*** Given data Section Begins ***

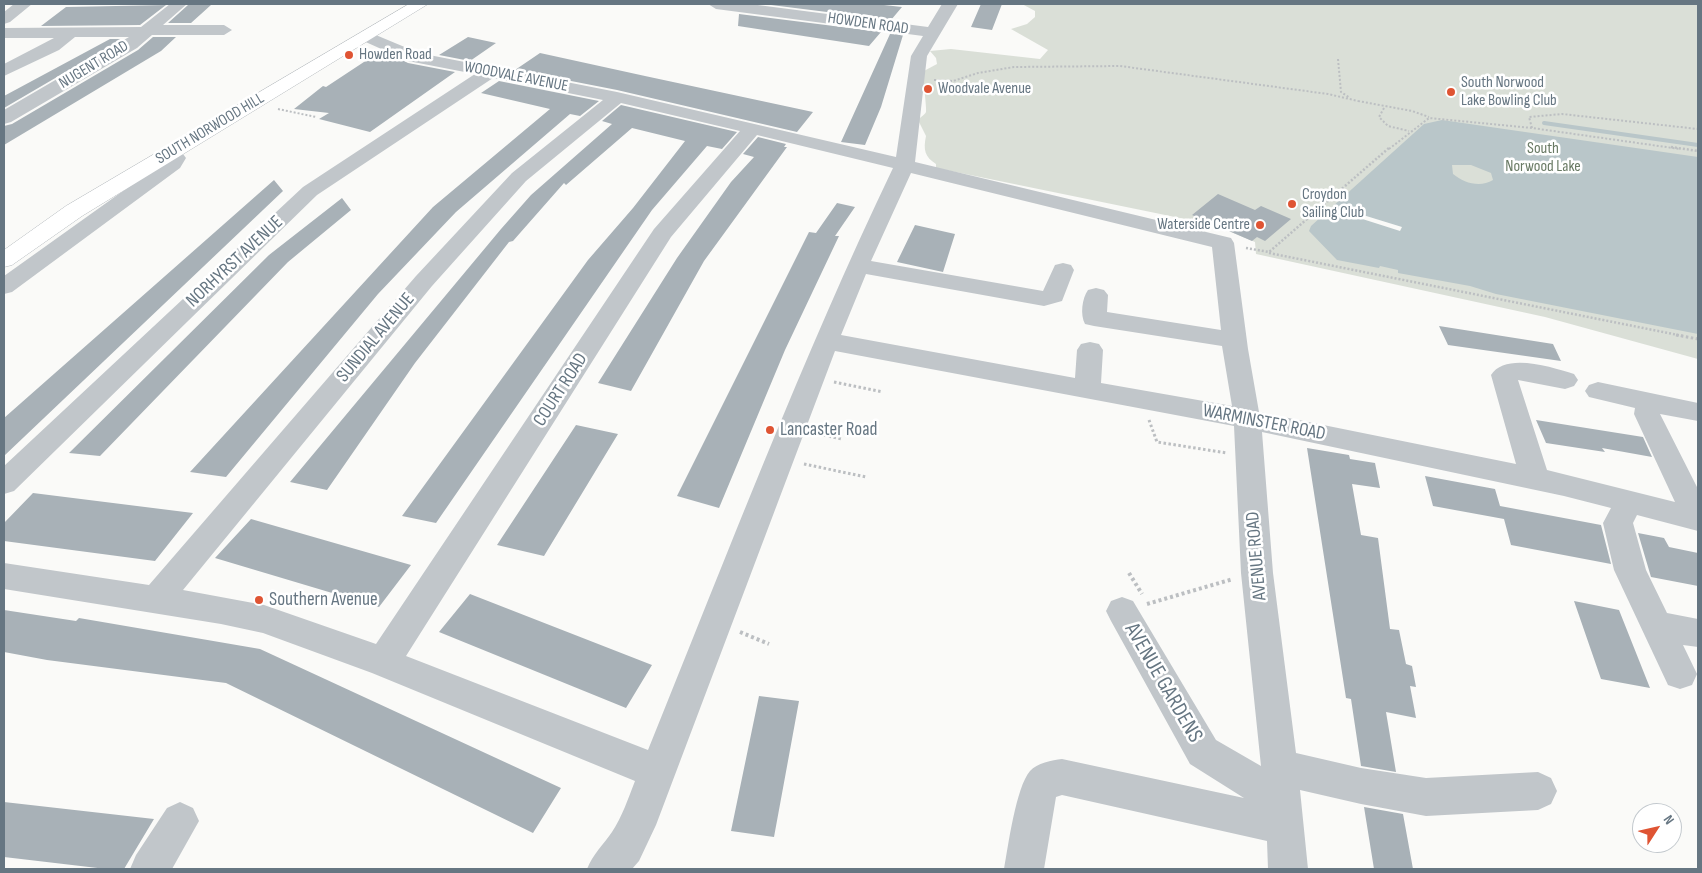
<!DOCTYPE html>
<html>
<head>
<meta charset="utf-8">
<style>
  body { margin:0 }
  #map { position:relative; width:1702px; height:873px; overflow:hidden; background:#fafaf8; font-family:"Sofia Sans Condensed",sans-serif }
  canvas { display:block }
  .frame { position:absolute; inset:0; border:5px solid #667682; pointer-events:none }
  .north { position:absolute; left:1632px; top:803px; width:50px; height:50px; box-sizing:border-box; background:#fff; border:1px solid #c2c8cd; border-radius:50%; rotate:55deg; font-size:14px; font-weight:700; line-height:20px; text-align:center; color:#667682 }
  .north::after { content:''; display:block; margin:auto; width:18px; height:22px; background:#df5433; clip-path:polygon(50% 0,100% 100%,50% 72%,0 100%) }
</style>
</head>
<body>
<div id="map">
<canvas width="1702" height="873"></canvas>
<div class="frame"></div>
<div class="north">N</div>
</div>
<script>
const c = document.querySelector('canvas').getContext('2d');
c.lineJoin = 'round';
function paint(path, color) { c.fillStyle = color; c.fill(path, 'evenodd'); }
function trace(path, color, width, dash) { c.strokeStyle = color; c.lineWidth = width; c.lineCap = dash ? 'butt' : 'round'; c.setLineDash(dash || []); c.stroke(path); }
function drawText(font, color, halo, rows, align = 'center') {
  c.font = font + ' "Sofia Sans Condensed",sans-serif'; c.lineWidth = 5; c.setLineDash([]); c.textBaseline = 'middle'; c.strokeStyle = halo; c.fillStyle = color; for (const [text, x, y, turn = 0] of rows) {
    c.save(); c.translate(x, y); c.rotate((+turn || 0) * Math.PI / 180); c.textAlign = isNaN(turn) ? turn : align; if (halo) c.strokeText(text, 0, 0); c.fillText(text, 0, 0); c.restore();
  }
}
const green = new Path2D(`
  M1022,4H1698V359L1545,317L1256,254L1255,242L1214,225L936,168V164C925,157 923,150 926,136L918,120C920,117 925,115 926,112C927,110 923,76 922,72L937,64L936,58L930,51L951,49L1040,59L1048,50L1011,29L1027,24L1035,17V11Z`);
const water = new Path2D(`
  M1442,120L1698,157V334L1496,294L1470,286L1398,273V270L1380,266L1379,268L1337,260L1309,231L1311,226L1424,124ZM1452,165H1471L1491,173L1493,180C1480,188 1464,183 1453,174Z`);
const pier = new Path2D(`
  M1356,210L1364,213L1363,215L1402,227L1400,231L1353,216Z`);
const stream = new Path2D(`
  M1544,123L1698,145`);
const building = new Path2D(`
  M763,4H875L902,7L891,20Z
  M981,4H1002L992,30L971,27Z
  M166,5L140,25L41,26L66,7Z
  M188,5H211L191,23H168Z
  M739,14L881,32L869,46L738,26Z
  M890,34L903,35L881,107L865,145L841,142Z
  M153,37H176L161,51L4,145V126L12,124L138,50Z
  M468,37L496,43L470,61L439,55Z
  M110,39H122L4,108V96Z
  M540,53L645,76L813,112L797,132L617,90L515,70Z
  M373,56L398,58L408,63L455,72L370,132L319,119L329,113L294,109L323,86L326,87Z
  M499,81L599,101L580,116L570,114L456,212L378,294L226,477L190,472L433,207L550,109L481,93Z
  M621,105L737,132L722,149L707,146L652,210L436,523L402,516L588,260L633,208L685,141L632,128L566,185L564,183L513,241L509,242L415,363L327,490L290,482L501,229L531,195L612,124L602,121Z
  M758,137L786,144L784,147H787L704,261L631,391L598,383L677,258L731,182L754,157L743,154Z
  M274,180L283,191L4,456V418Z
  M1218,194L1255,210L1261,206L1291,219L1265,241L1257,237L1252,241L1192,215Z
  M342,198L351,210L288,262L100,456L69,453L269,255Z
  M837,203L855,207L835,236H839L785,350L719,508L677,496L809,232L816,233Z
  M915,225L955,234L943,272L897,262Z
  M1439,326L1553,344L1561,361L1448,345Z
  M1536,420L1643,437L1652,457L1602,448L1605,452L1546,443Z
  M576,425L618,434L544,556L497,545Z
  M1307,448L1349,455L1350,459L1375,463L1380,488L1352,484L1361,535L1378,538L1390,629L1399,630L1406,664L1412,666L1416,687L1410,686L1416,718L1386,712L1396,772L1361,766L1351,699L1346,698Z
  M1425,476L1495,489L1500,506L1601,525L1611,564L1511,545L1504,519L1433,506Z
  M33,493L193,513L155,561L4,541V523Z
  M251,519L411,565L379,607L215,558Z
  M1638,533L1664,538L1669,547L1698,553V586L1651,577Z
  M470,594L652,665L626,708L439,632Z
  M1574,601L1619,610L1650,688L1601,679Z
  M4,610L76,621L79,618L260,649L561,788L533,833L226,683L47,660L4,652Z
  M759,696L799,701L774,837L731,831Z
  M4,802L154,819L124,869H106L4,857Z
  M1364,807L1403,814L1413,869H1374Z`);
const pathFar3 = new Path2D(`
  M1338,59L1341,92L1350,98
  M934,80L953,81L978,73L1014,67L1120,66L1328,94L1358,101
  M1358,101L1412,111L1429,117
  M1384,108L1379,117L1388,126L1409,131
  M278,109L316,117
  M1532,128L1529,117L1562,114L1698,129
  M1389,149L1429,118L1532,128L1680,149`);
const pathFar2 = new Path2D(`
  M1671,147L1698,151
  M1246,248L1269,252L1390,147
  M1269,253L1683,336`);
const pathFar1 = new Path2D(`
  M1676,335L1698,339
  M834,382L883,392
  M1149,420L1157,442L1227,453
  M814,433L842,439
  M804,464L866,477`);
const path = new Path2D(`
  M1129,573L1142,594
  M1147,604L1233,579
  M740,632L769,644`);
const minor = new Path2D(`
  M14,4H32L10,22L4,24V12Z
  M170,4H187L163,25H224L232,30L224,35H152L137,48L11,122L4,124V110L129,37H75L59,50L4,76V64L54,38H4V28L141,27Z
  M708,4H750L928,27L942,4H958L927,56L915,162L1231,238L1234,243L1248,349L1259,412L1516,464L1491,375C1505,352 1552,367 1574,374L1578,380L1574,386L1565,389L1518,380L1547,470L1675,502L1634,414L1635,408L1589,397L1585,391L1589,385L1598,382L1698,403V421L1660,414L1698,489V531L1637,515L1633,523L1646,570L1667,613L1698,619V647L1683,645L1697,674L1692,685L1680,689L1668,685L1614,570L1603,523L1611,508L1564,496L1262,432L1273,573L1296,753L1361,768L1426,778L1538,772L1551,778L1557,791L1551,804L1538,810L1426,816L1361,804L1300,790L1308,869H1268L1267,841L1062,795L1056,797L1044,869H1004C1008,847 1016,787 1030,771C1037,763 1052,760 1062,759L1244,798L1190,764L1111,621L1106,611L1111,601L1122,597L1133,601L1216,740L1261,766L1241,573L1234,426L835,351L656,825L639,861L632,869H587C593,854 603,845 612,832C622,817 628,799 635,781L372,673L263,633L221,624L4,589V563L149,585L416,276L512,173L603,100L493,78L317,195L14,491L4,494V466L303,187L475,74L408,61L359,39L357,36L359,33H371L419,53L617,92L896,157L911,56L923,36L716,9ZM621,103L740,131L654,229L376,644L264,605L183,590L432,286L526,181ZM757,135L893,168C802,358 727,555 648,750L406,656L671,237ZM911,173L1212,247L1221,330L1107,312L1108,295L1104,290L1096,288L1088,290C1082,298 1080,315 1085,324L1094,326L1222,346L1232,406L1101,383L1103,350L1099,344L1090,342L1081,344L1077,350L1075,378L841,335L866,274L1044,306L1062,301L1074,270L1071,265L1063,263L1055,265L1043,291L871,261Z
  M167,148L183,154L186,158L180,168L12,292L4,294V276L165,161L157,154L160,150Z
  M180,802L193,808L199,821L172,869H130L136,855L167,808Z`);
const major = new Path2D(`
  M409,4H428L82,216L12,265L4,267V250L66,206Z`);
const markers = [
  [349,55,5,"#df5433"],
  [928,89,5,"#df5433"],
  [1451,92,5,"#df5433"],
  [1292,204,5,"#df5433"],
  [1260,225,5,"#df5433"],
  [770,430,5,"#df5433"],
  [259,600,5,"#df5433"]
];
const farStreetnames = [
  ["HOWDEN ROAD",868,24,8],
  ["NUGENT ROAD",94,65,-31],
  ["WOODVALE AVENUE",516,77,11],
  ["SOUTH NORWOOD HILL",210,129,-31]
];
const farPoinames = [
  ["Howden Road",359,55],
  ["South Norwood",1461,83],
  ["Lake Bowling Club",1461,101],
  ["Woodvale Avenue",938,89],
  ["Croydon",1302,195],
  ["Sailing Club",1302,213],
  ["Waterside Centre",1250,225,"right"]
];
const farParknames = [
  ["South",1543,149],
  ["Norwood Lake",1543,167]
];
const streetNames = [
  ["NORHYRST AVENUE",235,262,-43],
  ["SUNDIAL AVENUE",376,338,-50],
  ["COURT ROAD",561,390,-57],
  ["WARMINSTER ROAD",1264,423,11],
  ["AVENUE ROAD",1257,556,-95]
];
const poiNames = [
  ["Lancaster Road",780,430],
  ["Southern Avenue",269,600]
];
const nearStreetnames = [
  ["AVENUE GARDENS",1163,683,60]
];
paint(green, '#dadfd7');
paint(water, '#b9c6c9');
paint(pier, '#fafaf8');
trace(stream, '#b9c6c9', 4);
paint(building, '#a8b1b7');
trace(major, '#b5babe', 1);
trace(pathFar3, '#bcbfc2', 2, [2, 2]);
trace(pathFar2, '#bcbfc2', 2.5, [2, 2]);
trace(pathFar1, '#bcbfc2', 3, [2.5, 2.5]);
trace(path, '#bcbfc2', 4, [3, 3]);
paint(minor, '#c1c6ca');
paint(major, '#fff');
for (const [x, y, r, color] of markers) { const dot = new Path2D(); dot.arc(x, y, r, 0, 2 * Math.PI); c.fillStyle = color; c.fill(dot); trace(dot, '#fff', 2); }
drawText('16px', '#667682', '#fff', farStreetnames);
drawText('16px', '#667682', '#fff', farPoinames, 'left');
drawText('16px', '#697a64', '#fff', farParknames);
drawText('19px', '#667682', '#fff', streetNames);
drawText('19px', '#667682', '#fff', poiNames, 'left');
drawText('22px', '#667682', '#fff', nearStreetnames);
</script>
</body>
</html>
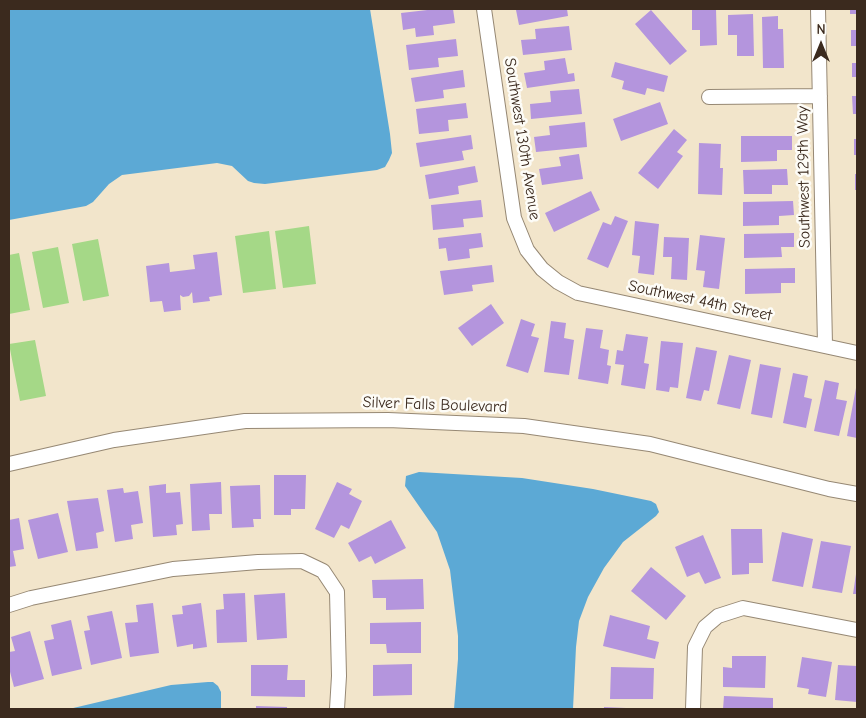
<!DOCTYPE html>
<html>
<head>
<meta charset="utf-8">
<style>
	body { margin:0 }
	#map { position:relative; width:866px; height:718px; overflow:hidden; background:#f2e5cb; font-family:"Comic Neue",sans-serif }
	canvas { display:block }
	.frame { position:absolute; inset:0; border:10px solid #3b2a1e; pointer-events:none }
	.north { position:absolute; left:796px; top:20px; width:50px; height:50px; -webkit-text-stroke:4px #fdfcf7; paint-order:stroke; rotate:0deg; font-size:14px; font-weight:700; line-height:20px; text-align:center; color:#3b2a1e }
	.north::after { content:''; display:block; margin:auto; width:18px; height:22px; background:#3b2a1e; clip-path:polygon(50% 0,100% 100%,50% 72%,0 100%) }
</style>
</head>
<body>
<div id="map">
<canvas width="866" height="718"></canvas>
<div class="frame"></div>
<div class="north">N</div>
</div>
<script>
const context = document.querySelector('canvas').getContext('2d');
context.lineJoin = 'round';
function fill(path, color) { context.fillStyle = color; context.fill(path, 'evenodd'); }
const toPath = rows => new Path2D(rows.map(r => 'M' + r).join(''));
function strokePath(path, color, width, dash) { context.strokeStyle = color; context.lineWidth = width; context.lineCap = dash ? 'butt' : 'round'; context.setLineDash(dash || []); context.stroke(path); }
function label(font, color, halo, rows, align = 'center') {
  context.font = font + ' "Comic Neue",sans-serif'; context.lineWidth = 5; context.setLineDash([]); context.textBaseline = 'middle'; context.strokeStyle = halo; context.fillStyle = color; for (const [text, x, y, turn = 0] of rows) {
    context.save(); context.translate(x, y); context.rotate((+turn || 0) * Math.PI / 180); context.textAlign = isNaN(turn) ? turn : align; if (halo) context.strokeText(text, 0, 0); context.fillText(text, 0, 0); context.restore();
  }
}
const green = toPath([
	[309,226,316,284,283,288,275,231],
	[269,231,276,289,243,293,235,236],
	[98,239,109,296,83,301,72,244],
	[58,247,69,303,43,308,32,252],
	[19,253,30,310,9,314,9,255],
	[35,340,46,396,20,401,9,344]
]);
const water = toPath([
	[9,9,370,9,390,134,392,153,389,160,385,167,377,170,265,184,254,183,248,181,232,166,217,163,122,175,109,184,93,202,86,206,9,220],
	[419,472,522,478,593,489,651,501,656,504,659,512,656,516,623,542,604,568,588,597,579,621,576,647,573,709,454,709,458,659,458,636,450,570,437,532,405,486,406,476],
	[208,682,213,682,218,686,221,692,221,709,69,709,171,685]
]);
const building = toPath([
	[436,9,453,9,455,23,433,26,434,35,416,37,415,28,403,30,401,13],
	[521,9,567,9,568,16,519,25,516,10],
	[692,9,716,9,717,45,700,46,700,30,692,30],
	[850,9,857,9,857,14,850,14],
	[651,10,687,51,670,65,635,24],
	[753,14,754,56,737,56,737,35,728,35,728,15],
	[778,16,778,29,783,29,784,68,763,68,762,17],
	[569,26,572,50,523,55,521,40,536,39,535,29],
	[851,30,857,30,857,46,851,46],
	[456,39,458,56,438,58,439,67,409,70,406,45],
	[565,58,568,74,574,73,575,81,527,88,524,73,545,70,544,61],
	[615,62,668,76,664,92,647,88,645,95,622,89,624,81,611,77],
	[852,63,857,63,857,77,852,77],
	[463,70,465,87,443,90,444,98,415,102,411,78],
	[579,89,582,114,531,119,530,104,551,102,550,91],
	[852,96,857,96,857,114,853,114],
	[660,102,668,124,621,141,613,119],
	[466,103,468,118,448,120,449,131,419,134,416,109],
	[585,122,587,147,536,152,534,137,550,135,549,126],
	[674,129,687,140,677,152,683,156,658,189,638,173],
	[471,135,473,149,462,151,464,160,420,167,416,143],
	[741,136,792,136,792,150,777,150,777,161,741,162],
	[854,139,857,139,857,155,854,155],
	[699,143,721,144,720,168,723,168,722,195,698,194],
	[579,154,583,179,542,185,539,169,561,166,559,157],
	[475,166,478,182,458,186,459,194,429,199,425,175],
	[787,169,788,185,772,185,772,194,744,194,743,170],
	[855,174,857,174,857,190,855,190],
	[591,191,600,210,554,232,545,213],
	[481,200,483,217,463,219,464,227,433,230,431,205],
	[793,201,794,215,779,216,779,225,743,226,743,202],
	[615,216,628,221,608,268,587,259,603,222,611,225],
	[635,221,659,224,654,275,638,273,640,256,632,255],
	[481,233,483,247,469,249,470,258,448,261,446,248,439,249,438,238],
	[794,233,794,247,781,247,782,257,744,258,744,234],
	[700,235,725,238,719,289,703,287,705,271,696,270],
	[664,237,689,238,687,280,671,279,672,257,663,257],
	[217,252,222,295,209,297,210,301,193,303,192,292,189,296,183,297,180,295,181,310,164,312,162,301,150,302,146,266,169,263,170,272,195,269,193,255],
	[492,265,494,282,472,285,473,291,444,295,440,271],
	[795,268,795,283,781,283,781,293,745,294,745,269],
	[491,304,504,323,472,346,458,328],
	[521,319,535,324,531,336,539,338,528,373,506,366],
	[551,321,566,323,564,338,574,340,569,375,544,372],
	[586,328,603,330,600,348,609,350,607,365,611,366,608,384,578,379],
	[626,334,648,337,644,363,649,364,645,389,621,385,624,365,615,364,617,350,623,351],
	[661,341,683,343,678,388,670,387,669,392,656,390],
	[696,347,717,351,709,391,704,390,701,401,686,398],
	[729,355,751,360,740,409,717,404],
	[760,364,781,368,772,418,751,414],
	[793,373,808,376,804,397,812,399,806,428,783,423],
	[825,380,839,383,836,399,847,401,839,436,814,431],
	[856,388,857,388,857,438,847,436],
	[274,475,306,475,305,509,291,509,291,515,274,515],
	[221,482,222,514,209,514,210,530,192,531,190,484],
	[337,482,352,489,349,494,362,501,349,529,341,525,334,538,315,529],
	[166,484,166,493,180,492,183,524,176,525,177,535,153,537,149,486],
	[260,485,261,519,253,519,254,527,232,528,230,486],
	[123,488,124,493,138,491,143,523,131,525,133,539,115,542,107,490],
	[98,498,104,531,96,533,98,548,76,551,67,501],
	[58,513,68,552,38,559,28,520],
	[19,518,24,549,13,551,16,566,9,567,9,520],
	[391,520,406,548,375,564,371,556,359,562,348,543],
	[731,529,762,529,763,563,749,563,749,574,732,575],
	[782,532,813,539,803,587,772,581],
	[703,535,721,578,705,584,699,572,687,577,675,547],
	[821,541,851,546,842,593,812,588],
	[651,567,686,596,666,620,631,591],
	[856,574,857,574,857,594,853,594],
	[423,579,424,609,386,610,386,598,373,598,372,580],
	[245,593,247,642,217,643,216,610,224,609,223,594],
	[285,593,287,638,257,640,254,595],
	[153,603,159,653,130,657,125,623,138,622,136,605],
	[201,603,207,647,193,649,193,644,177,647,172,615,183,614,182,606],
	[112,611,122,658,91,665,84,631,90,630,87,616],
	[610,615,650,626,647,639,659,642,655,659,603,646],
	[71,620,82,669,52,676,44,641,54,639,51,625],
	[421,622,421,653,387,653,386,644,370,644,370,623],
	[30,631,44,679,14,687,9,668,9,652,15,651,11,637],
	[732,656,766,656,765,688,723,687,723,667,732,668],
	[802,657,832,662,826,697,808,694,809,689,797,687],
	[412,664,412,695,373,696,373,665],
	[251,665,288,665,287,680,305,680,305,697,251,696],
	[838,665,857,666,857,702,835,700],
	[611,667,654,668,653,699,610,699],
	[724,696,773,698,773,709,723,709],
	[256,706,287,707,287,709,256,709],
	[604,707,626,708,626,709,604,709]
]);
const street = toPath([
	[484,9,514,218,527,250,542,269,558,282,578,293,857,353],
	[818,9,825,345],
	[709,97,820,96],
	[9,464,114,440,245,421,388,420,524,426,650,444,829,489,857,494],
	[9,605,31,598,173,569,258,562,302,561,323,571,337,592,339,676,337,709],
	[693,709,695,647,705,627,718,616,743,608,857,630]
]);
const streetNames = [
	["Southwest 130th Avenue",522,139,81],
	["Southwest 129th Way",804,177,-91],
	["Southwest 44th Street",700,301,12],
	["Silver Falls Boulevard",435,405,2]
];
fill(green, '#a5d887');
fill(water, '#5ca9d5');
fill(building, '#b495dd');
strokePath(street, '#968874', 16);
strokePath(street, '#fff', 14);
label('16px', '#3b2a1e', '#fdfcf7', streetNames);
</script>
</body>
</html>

*** Given data Section Ends ***

**Activity:** Where the word "getContext" is present in a line of the listing, copy that line.

**Answer section:**
const c = document.querySelector('canvas').getContext('2d');
const context = document.querySelector('canvas').getContext('2d');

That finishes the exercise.